Some things I didn't expect: everyone is so friendly! I'm a natural introvert and am always hesitant about any event that involves 'networking' in any form. Here I felt included and welcomed from the start. Everyone I talked to was excited and passionate, not only about hacking but about innovative ways to look at the future of work in Canada. 

I was also impressed by the food. That may be a weird thing to focus on, but I've heard that hackathons are all about pizza and red bull but was happy to see fruit and vegetables and a variety of plates of food that were delicious. And yes, there was definitely coffee! 

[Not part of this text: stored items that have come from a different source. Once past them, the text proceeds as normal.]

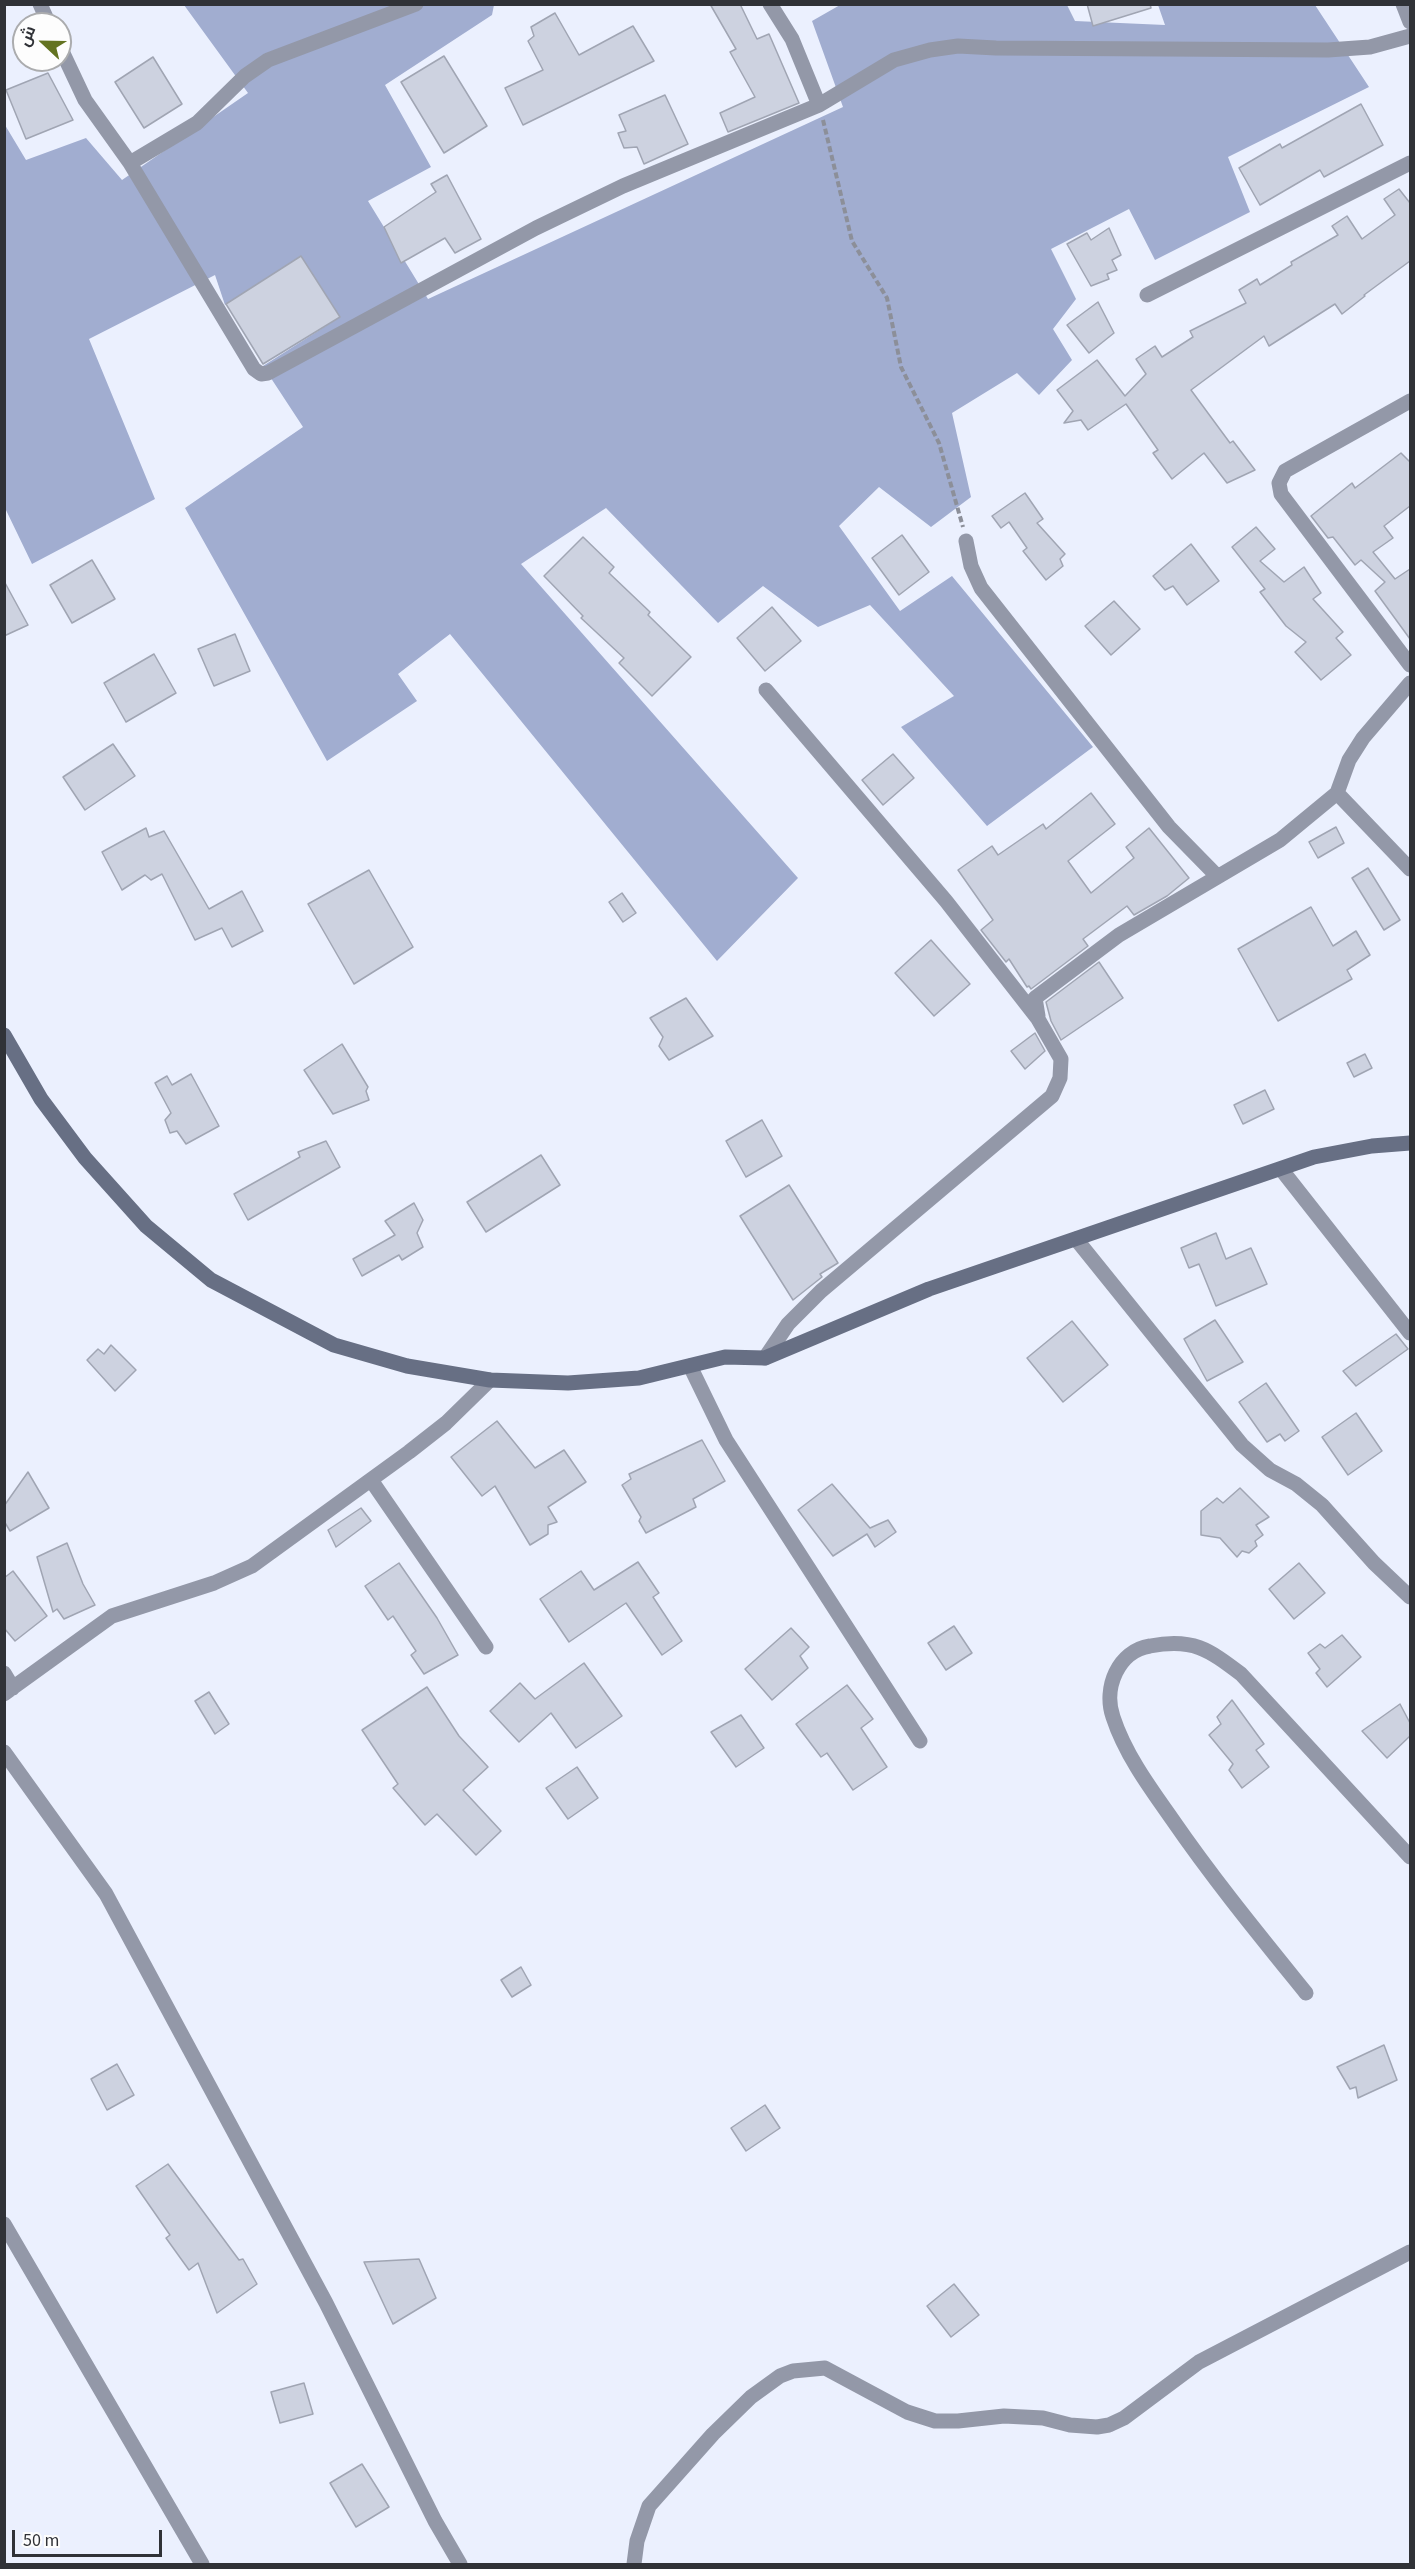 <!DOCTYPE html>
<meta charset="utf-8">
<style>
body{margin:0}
#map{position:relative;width:1415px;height:2569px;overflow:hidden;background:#ebf0fe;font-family:"Source Sans 3",Cairo,sans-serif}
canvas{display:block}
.frame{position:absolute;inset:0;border:6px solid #303237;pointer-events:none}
.north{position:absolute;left:12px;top:12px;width:60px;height:60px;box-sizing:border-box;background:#fdfdfd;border:2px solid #abacae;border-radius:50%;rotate:292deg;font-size:16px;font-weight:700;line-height:24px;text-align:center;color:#303237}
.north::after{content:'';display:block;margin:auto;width:21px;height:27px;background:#637321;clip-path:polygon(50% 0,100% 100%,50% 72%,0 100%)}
.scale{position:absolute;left:12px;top:2530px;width:150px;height:27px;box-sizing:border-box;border:3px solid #303237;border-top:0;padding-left:8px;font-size:18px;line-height:21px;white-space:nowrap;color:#303237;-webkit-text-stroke:4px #fdfdfd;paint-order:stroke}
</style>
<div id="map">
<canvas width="1415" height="2569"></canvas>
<div class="frame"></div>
<div class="north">ش</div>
<div class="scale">50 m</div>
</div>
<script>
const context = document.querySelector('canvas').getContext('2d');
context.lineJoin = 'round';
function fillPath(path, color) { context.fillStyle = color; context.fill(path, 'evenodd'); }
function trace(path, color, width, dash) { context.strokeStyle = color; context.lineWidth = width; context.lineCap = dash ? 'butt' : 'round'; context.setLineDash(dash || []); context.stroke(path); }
fillPath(new Path2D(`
 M184,5H494L492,15L385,85L431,167L368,201L428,299L843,107L812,21L840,5H1067L1075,21L1165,25L1158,5H1315L1369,87L1228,157L1250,212L1155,260L1129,209L1051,249L1076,299L1053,329L1072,360L1039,395L1017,373L952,413L971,497L931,527L879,487L839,526L900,611L952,576L1093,747L987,826L901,727L954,696L870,605L818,627L763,586L718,623L606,508L521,564L798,878L717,961L450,634L398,674L417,701L327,761L185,508L303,427L263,366L340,317L301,256L225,305L215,275L89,339L155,499L32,564L5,508V125L26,160L86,138L122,180L248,93Z`), '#a1add0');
const building = new Path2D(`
 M710,4H740L757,39L769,34L799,103L728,132L720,113L755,97L730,52L736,49Z
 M1087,4H1150L1151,8L1093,26Z
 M555,13L579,55L633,26L654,61L523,125L505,88L543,70L528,41L534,36L531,27Z
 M444,56L487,126L444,153L401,82Z
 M153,57L182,104L144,128L115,82Z
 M48,73L73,120L26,139L6,90Z
 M665,95L688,144L644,164L637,147L624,148L618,133L626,131L619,115Z
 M1361,104L1383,145L1324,177L1320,170L1260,205L1239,168L1280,144L1282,148Z
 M447,175L481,239L455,253L445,238L401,263L384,227L436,192L431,184Z
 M1399,189L1410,203V261L1364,295L1365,296L1342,314L1335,304L1269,346L1264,336L1191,390L1230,443L1233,441L1255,470L1227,483L1204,453L1172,479L1153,453L1158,450L1126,404L1088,430L1081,420L1064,423L1073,411L1057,390L1097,360L1125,396L1146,374L1136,359L1155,346L1162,357L1193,337L1190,331L1246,303L1239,290L1257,279L1260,285L1292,265L1291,262L1338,235L1332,226L1347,216L1362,239L1395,215L1384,199Z
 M1109,228L1121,255L1112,260L1117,270L1107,274L1109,279L1091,286L1067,244L1087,233L1091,240Z
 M301,256L340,317L263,364L226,304Z
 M1098,302L1114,333L1089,353L1067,325Z
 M1401,453L1410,462V506L1384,526L1393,538L1373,552L1395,579L1410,569V639L1375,591L1385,582L1361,560L1355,565L1333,537L1328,538L1311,516L1352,483L1355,488Z
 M1025,493L1043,519L1037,523L1065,554L1060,559L1063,566L1046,580L1023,551L1027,548L1009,522L1001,528L992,516Z
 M1256,527L1275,549L1260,561L1284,582L1304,567L1321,593L1313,599L1343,632L1336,638L1351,655L1321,680L1295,652L1306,642L1286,626L1260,592L1265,589L1232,547Z
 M902,535L929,572L899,595L872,558Z
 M583,537L614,567L609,573L650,612L648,615L691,657L652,696L619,663L624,658L581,618L583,616L544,576Z
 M1191,544L1219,581L1187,605L1173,586L1165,590L1153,576Z
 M92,560L115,599L72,623L50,585Z
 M4,581L28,625L4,636Z
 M1114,601L1140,629L1111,655L1085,626Z
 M772,607L801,641L765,671L737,638Z
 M235,634L250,671L214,686L198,649Z
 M154,654L176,693L126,722L104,683Z
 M113,744L135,776L85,810L63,777Z
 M893,754L914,778L883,805L862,780Z
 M1091,793L1115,824L1068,861L1091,893L1134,858L1126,847L1149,828L1189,878L1167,896L1134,915L1127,906L1083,939L1088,946L1031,989L1029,986L1027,987L1009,959L1006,962L981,930L993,920L958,870L992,846L998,855L1043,824L1046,829Z
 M1336,827L1344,843L1318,858L1309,842Z
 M146,828L149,837L164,831L209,909L242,891L263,931L232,947L222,928L195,940L162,874L151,880L145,875L122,890L102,852Z
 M1368,868L1400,920L1384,930L1352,878Z
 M369,870L413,947L354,984L308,904Z
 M622,893L636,913L623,922L609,902Z
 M1311,907L1333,946L1356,931L1370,955L1347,970L1352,979L1278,1021L1238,949Z
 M931,940L970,984L934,1016L895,973Z
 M1099,962L1123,998L1061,1040L1051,1021L1046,1002Z
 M686,998L713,1036L669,1060L659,1046L663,1037L650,1018Z
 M1035,1033L1045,1051L1025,1069L1011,1051Z
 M342,1044L368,1087L366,1091L369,1100L333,1114L304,1070Z
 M1365,1054L1372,1068L1354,1077L1347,1063Z
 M191,1074L219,1126L186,1144L177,1131L170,1133L165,1120L171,1113L155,1083L167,1076L172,1085Z
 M1265,1090L1274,1109L1243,1124L1234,1105Z
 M762,1120L782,1156L746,1177L726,1141Z
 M326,1141L340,1167L248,1220L234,1194L300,1157L298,1152Z
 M541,1155L560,1185L486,1232L467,1202Z
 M789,1185L838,1263L820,1274L822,1277L793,1300L740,1216Z
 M414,1203L423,1220L417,1233L423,1247L402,1260L399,1255L362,1276L353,1259L395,1235L385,1221Z
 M1216,1233L1226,1259L1251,1248L1267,1284L1216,1306L1199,1264L1189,1268L1181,1248Z
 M1215,1320L1243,1362L1207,1381L1184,1339Z
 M1072,1321L1108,1365L1063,1402L1027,1358Z
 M1396,1334L1408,1349L1356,1386L1343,1371Z
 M111,1345L136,1370L115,1391L87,1360L98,1349L104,1354Z
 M1266,1383L1299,1431L1285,1441L1280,1434L1267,1442L1239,1402Z
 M1356,1413L1382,1451L1348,1475L1322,1437Z
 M497,1421L535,1468L564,1450L586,1482L548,1507L557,1522L548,1525V1534L530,1545L495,1486L482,1496L451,1457Z
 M702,1440L725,1481L693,1499L696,1507L646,1533L639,1521L641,1517L622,1485L631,1479L629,1474Z
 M28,1472L49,1508L10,1531L4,1521V1506Z
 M832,1484L870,1528L888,1520L896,1532L875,1547L867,1534L833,1556L798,1510Z
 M1240,1488L1269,1517L1256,1525L1263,1535L1255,1541L1257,1546L1249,1553L1242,1551L1237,1557L1220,1538L1201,1535V1511L1217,1498L1223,1503Z
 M361,1508L371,1521L336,1547L328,1530Z
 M67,1543L83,1584L95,1605L64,1619L57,1609L53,1612L37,1557Z
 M638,1562L659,1593L653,1597L682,1641L662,1655L626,1603L569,1642L540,1599L581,1571L594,1590Z
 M399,1563L437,1618L458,1655L424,1674L411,1655L416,1651L393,1616L388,1620L365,1586Z
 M1299,1563L1325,1593L1294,1619L1269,1589Z
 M13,1571L47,1616L15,1641L4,1628V1578Z
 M954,1626L972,1653L946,1670L928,1643Z
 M791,1628L809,1647L800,1656L808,1668L772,1700L745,1669Z
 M1342,1635L1361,1657L1327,1687L1316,1673L1320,1669L1308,1653L1320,1644L1325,1648Z
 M584,1663L622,1716L576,1748L551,1713L519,1742L490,1711L520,1683L535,1699Z
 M847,1685L873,1719L861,1728L887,1767L853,1790L827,1753L821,1757L796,1724Z
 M427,1687L459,1736L488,1767L463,1790L501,1831L476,1855L437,1814L425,1825L393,1788L398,1784L362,1730Z
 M209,1692L229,1724L215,1734L195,1701Z
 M1232,1700L1264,1744L1256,1750L1269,1767L1242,1788L1229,1770L1233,1764L1209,1735L1221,1724L1217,1717Z
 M1400,1704L1410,1723V1736L1387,1758L1362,1731Z
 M741,1715L764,1748L736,1767L711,1732Z
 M577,1767L598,1798L568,1819L546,1788Z
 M521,1967L531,1985L512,1997L501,1980Z
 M1384,2045L1397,2080L1358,2098L1356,2087L1350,2089L1337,2067Z
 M117,2064L134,2095L107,2110L91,2079Z
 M765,2105L780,2128L746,2151L731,2128Z
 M168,2164L239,2260L243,2259L257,2284L217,2313L198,2263L189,2270L166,2238L170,2235L136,2186Z
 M419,2259L436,2298L393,2324L364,2262Z
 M954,2284L979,2315L951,2337L927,2306Z
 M304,2383L313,2414L280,2423L271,2392Z
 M362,2464L389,2507L356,2527L330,2483Z`);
fillPath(building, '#cdd2e0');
trace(building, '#a0a5b3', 1.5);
trace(new Path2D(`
 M823,120L852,241L887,298L901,367L939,443L963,527`), '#8c8f99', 4, [6, 3]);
trace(new Path2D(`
 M40,4L49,24
 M770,4L792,39L819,105
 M1403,4L1410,22
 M60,47L85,100L130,163L254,369L261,374L268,373L536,228L623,186L819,105L894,60L930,50L958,46L996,48L1328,50L1370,47L1410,36
 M130,163L197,123L245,76L268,60L416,4
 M1147,295L1410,163
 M1410,401L1285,471L1279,483L1281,494L1410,665
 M966,541L971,566L981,588L1169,827L1217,876
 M1337,793L1410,869
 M1038,1016L1035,998L1119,935L1280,840L1337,793L1349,760L1363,738L1410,683
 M1281,1169L1410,1333
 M1076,1239L1242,1445L1270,1470L1296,1484L1322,1505L1374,1563L1410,1597
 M765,1358L788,1324L821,1291L1052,1096L1060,1078L1061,1059L1038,1019L946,901L766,690
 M690,1366L726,1440L920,1741
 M371,1480L486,1647
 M4,1673L13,1688
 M4,1694L112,1616L214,1583L252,1566L409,1452L446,1423L490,1380
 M4,1752L106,1894L326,2303L435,2521L460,2564
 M1306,1993C1260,1936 1214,1880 1172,1819C1150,1788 1125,1754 1113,1717C1103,1688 1118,1651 1150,1646C1193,1638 1208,1649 1241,1674L1410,1857
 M4,2224L202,2564
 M634,2564L637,2541L649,2506L713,2434L751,2397L780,2376L793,2371L825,2368L907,2412L935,2421H958L1004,2416L1043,2418L1070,2425L1097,2427L1109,2425L1124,2418L1199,2362L1410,2252`), '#9398a8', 15);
trace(new Path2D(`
 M4,1035L41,1099L85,1158L146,1226L211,1280L334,1345L407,1366L490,1380L568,1383L639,1378L725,1357L765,1358L929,1289L1314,1157L1372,1146L1410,1143`), '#676f84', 15);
</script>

The pitches were a definite highlight. Having the 15 groups who proposed the chosen weekend projects here to pitch them in person was a really great way to start. The passion people felt about their projects was palpable. Again, the enthusiasm! 

Once pitches were done, hackers had the chance to shop around a bit. The projects and their creators were all in different areas around the space and the data enthusiasts could move freely around to ask more questions and hear more details about what the project creator envisioned for the solution. 

Once everyone had a chance to visit the potential projects, teams began to assemble and got down to work. In all, 9 projects were chosen and teams worked late into the night (some were bouncing ideas back and forth on Slack until 4am!). 

What's next?

Now it's the morning of day 2 and teams are slowly reassembling here in the space. Looking forward to hearing more about where teams are at and why the groups chose the projects they did.